Tally the lines in the data that follows that include the word "rows", and report nothing but the total.

> _Items listed in a dataset_

•••••

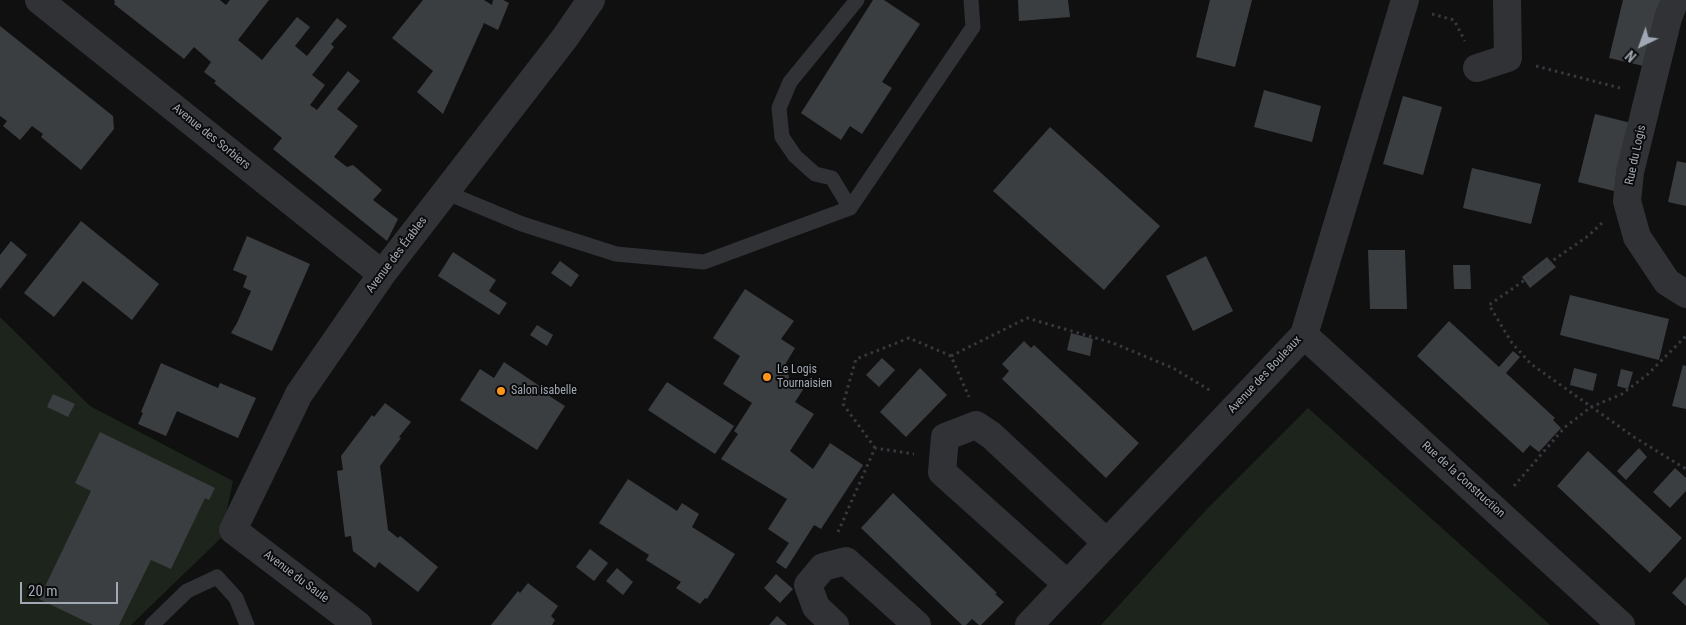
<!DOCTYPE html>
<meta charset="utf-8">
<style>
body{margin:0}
#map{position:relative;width:1686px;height:625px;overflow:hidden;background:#101011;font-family:"Roboto Condensed",sans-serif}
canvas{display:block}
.north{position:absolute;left:1616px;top:20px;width:50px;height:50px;-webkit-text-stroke:4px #0b0b0c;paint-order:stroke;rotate:222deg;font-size:14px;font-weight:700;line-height:20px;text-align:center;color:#a0a8b3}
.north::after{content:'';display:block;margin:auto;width:18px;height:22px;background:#a0a8b3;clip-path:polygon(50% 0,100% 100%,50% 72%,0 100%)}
.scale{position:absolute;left:20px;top:582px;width:98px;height:22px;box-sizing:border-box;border:2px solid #a0a8b3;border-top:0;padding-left:6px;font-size:15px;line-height:18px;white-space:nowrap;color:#a0a8b3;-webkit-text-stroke:4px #0b0b0c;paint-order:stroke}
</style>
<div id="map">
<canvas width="1686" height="625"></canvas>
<div class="north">N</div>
<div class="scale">20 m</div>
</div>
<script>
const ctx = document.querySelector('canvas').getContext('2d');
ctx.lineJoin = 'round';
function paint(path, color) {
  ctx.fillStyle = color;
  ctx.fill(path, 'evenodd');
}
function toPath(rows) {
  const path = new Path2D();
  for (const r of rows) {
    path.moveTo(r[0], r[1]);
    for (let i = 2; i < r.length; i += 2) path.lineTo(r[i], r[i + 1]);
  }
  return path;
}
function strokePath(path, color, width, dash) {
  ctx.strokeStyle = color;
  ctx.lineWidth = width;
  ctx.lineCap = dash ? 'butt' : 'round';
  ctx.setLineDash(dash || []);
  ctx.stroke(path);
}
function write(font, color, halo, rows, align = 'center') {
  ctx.font = font + ' "Roboto Condensed",sans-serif';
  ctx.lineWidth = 4;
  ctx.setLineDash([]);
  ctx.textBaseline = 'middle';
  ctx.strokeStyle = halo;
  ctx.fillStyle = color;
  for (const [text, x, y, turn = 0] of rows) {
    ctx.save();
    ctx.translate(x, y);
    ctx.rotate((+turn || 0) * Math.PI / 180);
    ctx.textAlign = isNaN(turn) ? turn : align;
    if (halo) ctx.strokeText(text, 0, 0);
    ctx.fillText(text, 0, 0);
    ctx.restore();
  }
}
paint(toPath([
 [0,317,90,406,233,481,221,538,131,625,0,625],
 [1308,408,1550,625,1101,625,1206,510]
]), '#1c241c');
paint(toPath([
 [114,0,220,0,226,5,230,0,269,0,238,40,262,60,297,17,310,27,295,46,307,56,337,18,347,26,331,44,334,47,312,75,325,85,310,105,317,110,348,71,360,81,337,109,358,126,334,157,347,167,353,165,382,190,373,200,398,219,387,241,273,149,282,138,214,83,216,81,204,72,211,62,194,47,184,59,114,4,115,2],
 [423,0,484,0,492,5,493,0,503,0,509,3,498,30,484,23,443,114,417,92,433,71,392,38],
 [873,0,884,0,920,24,882,82,892,88,862,134,850,126,841,140,801,113],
 [1018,0,1068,0,1070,17,1019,21],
 [1210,0,1252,0,1235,67,1196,57],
 [1623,0,1665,0,1648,67,1609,58],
 [0,26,113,116,114,129,81,170,41,137,43,134,32,126,20,140,3,126,7,121,0,116],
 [1264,90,1321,106,1312,142,1254,127],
 [1403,96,1442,107,1423,175,1383,164],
 [1595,114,1635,124,1618,192,1578,182],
 [1050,127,1160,226,1104,290,993,191],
 [1677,161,1686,163,1686,206,1668,202],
 [1472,168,1541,184,1531,224,1463,208],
 [81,221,159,284,132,320,83,281,54,317,24,293],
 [247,236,310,264,272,351,231,333,237,323,251,291,243,287,247,276,233,270],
 [11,241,27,255,0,289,0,255],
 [1368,250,1405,250,1407,309,1370,309],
 [453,252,496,280,489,291,507,303,499,315,438,276],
 [1206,256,1233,311,1193,331,1166,276],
 [1547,257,1556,267,1530,288,1522,277],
 [560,261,579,275,571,287,551,273],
 [1453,265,1470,265,1471,289,1454,289],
 [745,289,794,321,781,339,795,348,786,363,789,378,804,388,795,402,814,414,790,451,813,469,830,443,863,465,821,529,814,525,786,569,776,562,789,543,768,529,787,499,721,459,738,434,734,431,752,403,723,384,740,356,713,338],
 [1570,295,1669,319,1659,360,1560,335],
 [1449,321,1499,367,1513,351,1520,357,1506,373,1555,418,1553,420,1561,428,1539,452,1530,445,1523,453,1417,356],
 [537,325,553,335,547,346,530,335],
 [1071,333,1093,339,1090,356,1067,350],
 [1024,341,1031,348,1034,345,1139,443,1106,478,1002,379,1009,371,1002,364],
 [882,358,895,370,879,387,866,375],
 [504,362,544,389,543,392,565,406,537,450,460,400,480,369,494,378],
 [161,363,218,388,220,383,256,398,238,438,177,411,166,436,138,424,143,413,141,412],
 [1683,365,1686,366,1686,409,1672,406],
 [920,368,947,395,906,437,880,412],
 [1574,368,1597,374,1593,391,1570,385],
 [1621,369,1633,372,1628,389,1617,386],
 [667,382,734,426,715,454,648,410],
 [53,394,75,404,68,417,47,407],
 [385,403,411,422,399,437,401,438,380,466,388,530,398,538,400,536,438,567,418,592,379,562,375,568,353,551,351,536,345,537,337,471,343,470,341,456,372,415,374,417],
 [100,432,215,488,209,500,205,498,171,569,151,560,119,625,93,625,39,599,91,491,75,483],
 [1639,448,1647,457,1626,480,1617,471],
 [1588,451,1682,538,1650,573,1557,486],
 [1675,468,1686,478,1686,491,1670,508,1653,492],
 [628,479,677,511,682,503,699,514,692,527,735,554,707,599,705,598,700,604,676,588,681,582,646,560,649,555,599,523],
 [893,493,997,593,995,594,1004,602,981,625,979,625,972,619,966,625,962,625,861,528],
 [590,549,608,563,594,581,576,567],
 [617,568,633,582,623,595,606,581],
 [776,574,793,589,780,603,764,588],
 [1686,577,1686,606,1672,593],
 [528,583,558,606,551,616,555,620,552,625,491,625,518,591,520,593],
 [777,616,787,625,769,625]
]), '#3b3e41');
strokePath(toPath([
 [1432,14,1454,20,1465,41],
 [1536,66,1620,88],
 [1602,223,1588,236,1489,305,1512,343,1531,364,1634,437,1686,469],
 [951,356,1027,318,1113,343,1173,368,1211,391],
 [875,448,843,404,856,359,909,338,951,356,969,397],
 [1514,486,1565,427,1591,407,1622,394,1648,374,1686,336],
 [838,532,875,448,914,454]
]), '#36393d', 3, [2.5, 4]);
strokePath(toPath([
 [445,192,522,224,616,254,704,262,850,208,973,27,971,0],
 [850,208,832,178,815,174,795,156,782,137,779,108,790,82,857,0],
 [152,625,187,591,217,577,236,598,247,625]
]), '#303236', 15);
strokePath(toPath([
 [39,0,382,274],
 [1675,0,1668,18,1630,172,1627,201,1637,237,1667,282,1686,294],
 [1477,68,1508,58,1507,0],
 [1304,335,1621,625],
 [1067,584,942,472,945,437,976,425,991,435,1107,543],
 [358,625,233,530,299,394,382,274,564,39,591,0],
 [835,625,816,607,808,585,823,567,846,561,917,625],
 [1029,625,1304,335,1405,0]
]), '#303236', 28);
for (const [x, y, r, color] of [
 [767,377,5,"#fe961a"],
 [501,391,5,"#fe961a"]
]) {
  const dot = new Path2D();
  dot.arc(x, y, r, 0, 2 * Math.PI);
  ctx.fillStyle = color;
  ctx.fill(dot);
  strokePath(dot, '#0b0b0c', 2);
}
write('12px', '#a0a8b3', '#0b0b0c', [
 ["Avenue des Sorbiers",211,137,39],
 ["Rue du Logis",1636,155,-78],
 ["Avenue des Érables",397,255,-53],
 ["Avenue des Bouleaux",1265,375,-47],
 ["Rue de la Construction",1463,480,42],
 ["Avenue du Saule",296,577,37]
]);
write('12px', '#a0a8b3', '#0b0b0c', [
 ["Le Logis",777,370],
 ["Tournaisien",777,384],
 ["Salon isabelle",511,391]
], 'left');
</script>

•••••

> _Task response_
4